§ EXERCISE DATA

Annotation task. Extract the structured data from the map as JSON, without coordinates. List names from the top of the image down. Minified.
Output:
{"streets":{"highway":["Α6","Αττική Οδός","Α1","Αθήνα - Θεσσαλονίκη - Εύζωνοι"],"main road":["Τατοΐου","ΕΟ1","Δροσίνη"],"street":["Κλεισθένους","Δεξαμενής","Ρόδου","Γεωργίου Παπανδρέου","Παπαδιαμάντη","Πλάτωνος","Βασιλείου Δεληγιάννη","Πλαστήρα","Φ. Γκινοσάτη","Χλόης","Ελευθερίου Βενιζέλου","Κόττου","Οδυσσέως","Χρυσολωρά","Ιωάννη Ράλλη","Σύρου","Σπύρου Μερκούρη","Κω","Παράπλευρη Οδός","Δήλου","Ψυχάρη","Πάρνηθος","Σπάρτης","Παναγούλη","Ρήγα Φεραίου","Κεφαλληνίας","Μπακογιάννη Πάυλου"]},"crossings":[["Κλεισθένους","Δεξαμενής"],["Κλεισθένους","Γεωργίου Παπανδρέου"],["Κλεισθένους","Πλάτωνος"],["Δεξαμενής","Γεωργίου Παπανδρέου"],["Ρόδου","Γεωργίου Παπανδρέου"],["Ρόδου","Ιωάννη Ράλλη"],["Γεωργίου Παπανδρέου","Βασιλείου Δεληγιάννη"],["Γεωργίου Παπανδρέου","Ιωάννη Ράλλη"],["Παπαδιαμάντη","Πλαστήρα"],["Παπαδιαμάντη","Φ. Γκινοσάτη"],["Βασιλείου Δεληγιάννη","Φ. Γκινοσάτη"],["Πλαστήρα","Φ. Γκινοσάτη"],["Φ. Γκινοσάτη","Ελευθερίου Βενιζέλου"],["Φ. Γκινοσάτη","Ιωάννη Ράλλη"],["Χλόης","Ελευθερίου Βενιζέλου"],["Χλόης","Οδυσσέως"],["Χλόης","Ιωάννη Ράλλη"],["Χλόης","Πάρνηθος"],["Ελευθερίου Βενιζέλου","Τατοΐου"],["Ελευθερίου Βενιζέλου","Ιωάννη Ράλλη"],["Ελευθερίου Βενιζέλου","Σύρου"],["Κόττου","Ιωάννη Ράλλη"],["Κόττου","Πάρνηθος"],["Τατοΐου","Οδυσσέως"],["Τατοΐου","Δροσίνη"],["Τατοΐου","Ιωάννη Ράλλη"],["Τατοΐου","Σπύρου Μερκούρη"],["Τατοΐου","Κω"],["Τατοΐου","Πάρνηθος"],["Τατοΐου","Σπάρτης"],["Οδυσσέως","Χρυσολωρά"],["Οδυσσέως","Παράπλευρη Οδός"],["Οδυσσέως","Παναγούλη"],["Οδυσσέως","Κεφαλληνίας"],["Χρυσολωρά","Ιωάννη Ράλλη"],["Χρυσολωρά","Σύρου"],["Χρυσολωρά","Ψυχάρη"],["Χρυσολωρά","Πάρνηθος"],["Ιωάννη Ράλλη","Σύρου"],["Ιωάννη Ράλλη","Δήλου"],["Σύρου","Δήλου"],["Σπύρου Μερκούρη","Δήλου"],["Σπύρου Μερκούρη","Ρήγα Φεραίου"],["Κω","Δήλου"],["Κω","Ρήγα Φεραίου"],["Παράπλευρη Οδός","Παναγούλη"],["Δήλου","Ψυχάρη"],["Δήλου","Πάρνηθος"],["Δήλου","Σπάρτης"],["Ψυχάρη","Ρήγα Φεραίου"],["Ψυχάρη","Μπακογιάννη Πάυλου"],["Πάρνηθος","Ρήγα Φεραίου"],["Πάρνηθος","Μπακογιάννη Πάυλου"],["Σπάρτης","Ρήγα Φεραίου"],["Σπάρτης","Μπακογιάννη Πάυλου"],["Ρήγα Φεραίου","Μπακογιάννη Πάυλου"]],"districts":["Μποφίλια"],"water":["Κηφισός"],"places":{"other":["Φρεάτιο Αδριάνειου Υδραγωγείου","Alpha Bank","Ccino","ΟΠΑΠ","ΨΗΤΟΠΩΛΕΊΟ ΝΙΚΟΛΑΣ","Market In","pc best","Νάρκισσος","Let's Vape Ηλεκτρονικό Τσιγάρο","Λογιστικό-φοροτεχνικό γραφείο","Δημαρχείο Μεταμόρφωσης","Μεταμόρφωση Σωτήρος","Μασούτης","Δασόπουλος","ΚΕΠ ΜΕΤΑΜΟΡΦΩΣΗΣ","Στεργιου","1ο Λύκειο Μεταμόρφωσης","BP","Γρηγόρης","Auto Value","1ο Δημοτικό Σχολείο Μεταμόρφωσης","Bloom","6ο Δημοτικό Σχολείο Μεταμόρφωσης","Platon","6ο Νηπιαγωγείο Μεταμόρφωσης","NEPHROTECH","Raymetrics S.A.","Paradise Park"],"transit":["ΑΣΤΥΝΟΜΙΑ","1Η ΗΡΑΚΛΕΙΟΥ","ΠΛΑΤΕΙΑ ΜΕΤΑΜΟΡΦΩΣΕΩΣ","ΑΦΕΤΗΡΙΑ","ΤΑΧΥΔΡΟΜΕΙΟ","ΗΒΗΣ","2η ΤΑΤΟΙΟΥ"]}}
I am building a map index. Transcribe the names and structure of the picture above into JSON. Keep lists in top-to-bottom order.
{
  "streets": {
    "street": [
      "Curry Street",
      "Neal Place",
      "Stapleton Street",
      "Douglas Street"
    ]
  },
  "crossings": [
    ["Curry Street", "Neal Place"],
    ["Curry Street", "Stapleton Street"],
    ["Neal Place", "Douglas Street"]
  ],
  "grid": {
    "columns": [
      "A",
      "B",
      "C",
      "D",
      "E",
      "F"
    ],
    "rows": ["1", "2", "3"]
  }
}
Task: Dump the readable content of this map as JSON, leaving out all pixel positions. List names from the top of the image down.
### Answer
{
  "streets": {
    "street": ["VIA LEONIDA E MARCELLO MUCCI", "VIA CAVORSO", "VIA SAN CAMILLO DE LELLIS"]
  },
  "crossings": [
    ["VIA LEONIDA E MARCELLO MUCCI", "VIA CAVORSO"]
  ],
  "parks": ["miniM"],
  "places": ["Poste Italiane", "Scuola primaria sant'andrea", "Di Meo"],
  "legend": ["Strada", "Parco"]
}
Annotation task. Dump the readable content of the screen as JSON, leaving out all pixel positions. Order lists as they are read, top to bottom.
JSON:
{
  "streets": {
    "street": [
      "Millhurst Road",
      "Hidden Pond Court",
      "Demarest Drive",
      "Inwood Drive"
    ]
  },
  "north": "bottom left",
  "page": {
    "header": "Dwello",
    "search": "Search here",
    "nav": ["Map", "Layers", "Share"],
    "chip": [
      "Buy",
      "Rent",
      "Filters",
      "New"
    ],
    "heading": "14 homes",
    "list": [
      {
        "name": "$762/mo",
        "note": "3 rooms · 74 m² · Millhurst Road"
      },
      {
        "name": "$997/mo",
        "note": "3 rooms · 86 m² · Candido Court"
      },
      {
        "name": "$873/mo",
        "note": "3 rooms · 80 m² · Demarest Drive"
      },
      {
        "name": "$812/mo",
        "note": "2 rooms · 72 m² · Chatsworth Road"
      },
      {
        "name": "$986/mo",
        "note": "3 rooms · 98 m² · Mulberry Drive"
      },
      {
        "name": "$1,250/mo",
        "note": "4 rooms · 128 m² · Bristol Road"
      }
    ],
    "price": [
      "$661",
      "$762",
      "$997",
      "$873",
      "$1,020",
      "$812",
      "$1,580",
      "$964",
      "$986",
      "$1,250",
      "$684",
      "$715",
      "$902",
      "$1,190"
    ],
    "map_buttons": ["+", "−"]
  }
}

§ DIRECTIONS
Reproduce every entry above so that each one matches its source exactly.

§ THE COMPLETED TASK
Annotation task. Extract the structured data from the map as JSON, without coordinates. List names from the top of the image down. Minified.
Output:
{"streets":{"highway":["Α6","Αττική Οδός","Α1","Αθήνα - Θεσσαλονίκη - Εύζωνοι"],"main road":["Τατοΐου","ΕΟ1","Δροσίνη"],"street":["Κλεισθένους","Δεξαμενής","Ρόδου","Γεωργίου Παπανδρέου","Παπαδιαμάντη","Πλάτωνος","Βασιλείου Δεληγιάννη","Πλαστήρα","Φ. Γκινοσάτη","Χλόης","Ελευθερίου Βενιζέλου","Κόττου","Οδυσσέως","Χρυσολωρά","Ιωάννη Ράλλη","Σύρου","Σπύρου Μερκούρη","Κω","Παράπλευρη Οδός","Δήλου","Ψυχάρη","Πάρνηθος","Σπάρτης","Παναγούλη","Ρήγα Φεραίου","Κεφαλληνίας","Μπακογιάννη Πάυλου"]},"crossings":[["Κλεισθένους","Δεξαμενής"],["Κλεισθένους","Γεωργίου Παπανδρέου"],["Κλεισθένους","Πλάτωνος"],["Δεξαμενής","Γεωργίου Παπανδρέου"],["Ρόδου","Γεωργίου Παπανδρέου"],["Ρόδου","Ιωάννη Ράλλη"],["Γεωργίου Παπανδρέου","Βασιλείου Δεληγιάννη"],["Γεωργίου Παπανδρέου","Ιωάννη Ράλλη"],["Παπαδιαμάντη","Πλαστήρα"],["Παπαδιαμάντη","Φ. Γκινοσάτη"],["Βασιλείου Δεληγιάννη","Φ. Γκινοσάτη"],["Πλαστήρα","Φ. Γκινοσάτη"],["Φ. Γκινοσάτη","Ελευθερίου Βενιζέλου"],["Φ. Γκινοσάτη","Ιωάννη Ράλλη"],["Χλόης","Ελευθερίου Βενιζέλου"],["Χλόης","Οδυσσέως"],["Χλόης","Ιωάννη Ράλλη"],["Χλόης","Πάρνηθος"],["Ελευθερίου Βενιζέλου","Τατοΐου"],["Ελευθερίου Βενιζέλου","Ιωάννη Ράλλη"],["Ελευθερίου Βενιζέλου","Σύρου"],["Κόττου","Ιωάννη Ράλλη"],["Κόττου","Πάρνηθος"],["Τατοΐου","Οδυσσέως"],["Τατοΐου","Δροσίνη"],["Τατοΐου","Ιωάννη Ράλλη"],["Τατοΐου","Σπύρου Μερκούρη"],["Τατοΐου","Κω"],["Τατοΐου","Πάρνηθος"],["Τατοΐου","Σπάρτης"],["Οδυσσέως","Χρυσολωρά"],["Οδυσσέως","Παράπλευρη Οδός"],["Οδυσσέως","Παναγούλη"],["Οδυσσέως","Κεφαλληνίας"],["Χρυσολωρά","Ιωάννη Ράλλη"],["Χρυσολωρά","Σύρου"],["Χρυσολωρά","Ψυχάρη"],["Χρυσολωρά","Πάρνηθος"],["Ιωάννη Ράλλη","Σύρου"],["Ιωάννη Ράλλη","Δήλου"],["Σύρου","Δήλου"],["Σπύρου Μερκούρη","Δήλου"],["Σπύρου Μερκούρη","Ρήγα Φεραίου"],["Κω","Δήλου"],["Κω","Ρήγα Φεραίου"],["Παράπλευρη Οδός","Παναγούλη"],["Δήλου","Ψυχάρη"],["Δήλου","Πάρνηθος"],["Δήλου","Σπάρτης"],["Ψυχάρη","Ρήγα Φεραίου"],["Ψυχάρη","Μπακογιάννη Πάυλου"],["Πάρνηθος","Ρήγα Φεραίου"],["Πάρνηθος","Μπακογιάννη Πάυλου"],["Σπάρτης","Ρήγα Φεραίου"],["Σπάρτης","Μπακογιάννη Πάυλου"],["Ρήγα Φεραίου","Μπακογιάννη Πάυλου"]],"districts":["Μποφίλια"],"water":["Κηφισός"],"places":{"other":["Φρεάτιο Αδριάνειου Υδραγωγείου","Alpha Bank","Ccino","ΟΠΑΠ","ΨΗΤΟΠΩΛΕΊΟ ΝΙΚΟΛΑΣ","Market In","pc best","Νάρκισσος","Let's Vape Ηλεκτρονικό Τσιγάρο","Λογιστικό-φοροτεχνικό γραφείο","Δημαρχείο Μεταμόρφωσης","Μεταμόρφωση Σωτήρος","Μασούτης","Δασόπουλος","ΚΕΠ ΜΕΤΑΜΟΡΦΩΣΗΣ","Στεργιου","1ο Λύκειο Μεταμόρφωσης","BP","Γρηγόρης","Auto Value","1ο Δημοτικό Σχολείο Μεταμόρφωσης","Bloom","6ο Δημοτικό Σχολείο Μεταμόρφωσης","Platon","6ο Νηπιαγωγείο Μεταμόρφωσης","NEPHROTECH","Raymetrics S.A.","Paradise Park"],"transit":["ΑΣΤΥΝΟΜΙΑ","1Η ΗΡΑΚΛΕΙΟΥ","ΠΛΑΤΕΙΑ ΜΕΤΑΜΟΡΦΩΣΕΩΣ","ΑΦΕΤΗΡΙΑ","ΤΑΧΥΔΡΟΜΕΙΟ","ΗΒΗΣ","2η ΤΑΤΟΙΟΥ"]}}
I am building a map index. Transcribe the names and structure of the picture above into JSON. Keep lists in top-to-bottom order.
{
  "streets": {
    "street": [
      "Curry Street",
      "Neal Place",
      "Stapleton Street",
      "Douglas Street"
    ]
  },
  "crossings": [
    ["Curry Street", "Neal Place"],
    ["Curry Street", "Stapleton Street"],
    ["Neal Place", "Douglas Street"]
  ],
  "grid": {
    "columns": [
      "A",
      "B",
      "C",
      "D",
      "E",
      "F"
    ],
    "rows": ["1", "2", "3"]
  }
}
Task: Dump the readable content of this map as JSON, leaving out all pixel positions. List names from the top of the image down.
### Answer
{
  "streets": {
    "street": ["VIA LEONIDA E MARCELLO MUCCI", "VIA CAVORSO", "VIA SAN CAMILLO DE LELLIS"]
  },
  "crossings": [
    ["VIA LEONIDA E MARCELLO MUCCI", "VIA CAVORSO"]
  ],
  "parks": ["miniM"],
  "places": ["Poste Italiane", "Scuola primaria sant'andrea", "Di Meo"],
  "legend": ["Strada", "Parco"]
}
Annotation task. Dump the readable content of the screen as JSON, leaving out all pixel positions. Order lists as they are read, top to bottom.
JSON:
{
  "streets": {
    "street": [
      "Millhurst Road",
      "Hidden Pond Court",
      "Demarest Drive",
      "Inwood Drive"
    ]
  },
  "north": "bottom left",
  "page": {
    "header": "Dwello",
    "search": "Search here",
    "nav": ["Map", "Layers", "Share"],
    "chip": [
      "Buy",
      "Rent",
      "Filters",
      "New"
    ],
    "heading": "14 homes",
    "list": [
      {
        "name": "$762/mo",
        "note": "3 rooms · 74 m² · Millhurst Road"
      },
      {
        "name": "$997/mo",
        "note": "3 rooms · 86 m² · Candido Court"
      },
      {
        "name": "$873/mo",
        "note": "3 rooms · 80 m² · Demarest Drive"
      },
      {
        "name": "$812/mo",
        "note": "2 rooms · 72 m² · Chatsworth Road"
      },
      {
        "name": "$986/mo",
        "note": "3 rooms · 98 m² · Mulberry Drive"
      },
      {
        "name": "$1,250/mo",
        "note": "4 rooms · 128 m² · Bristol Road"
      }
    ],
    "price": [
      "$661",
      "$762",
      "$997",
      "$873",
      "$1,020",
      "$812",
      "$1,580",
      "$964",
      "$986",
      "$1,250",
      "$684",
      "$715",
      "$902",
      "$1,190"
    ],
    "map_buttons": ["+", "−"]
  }
}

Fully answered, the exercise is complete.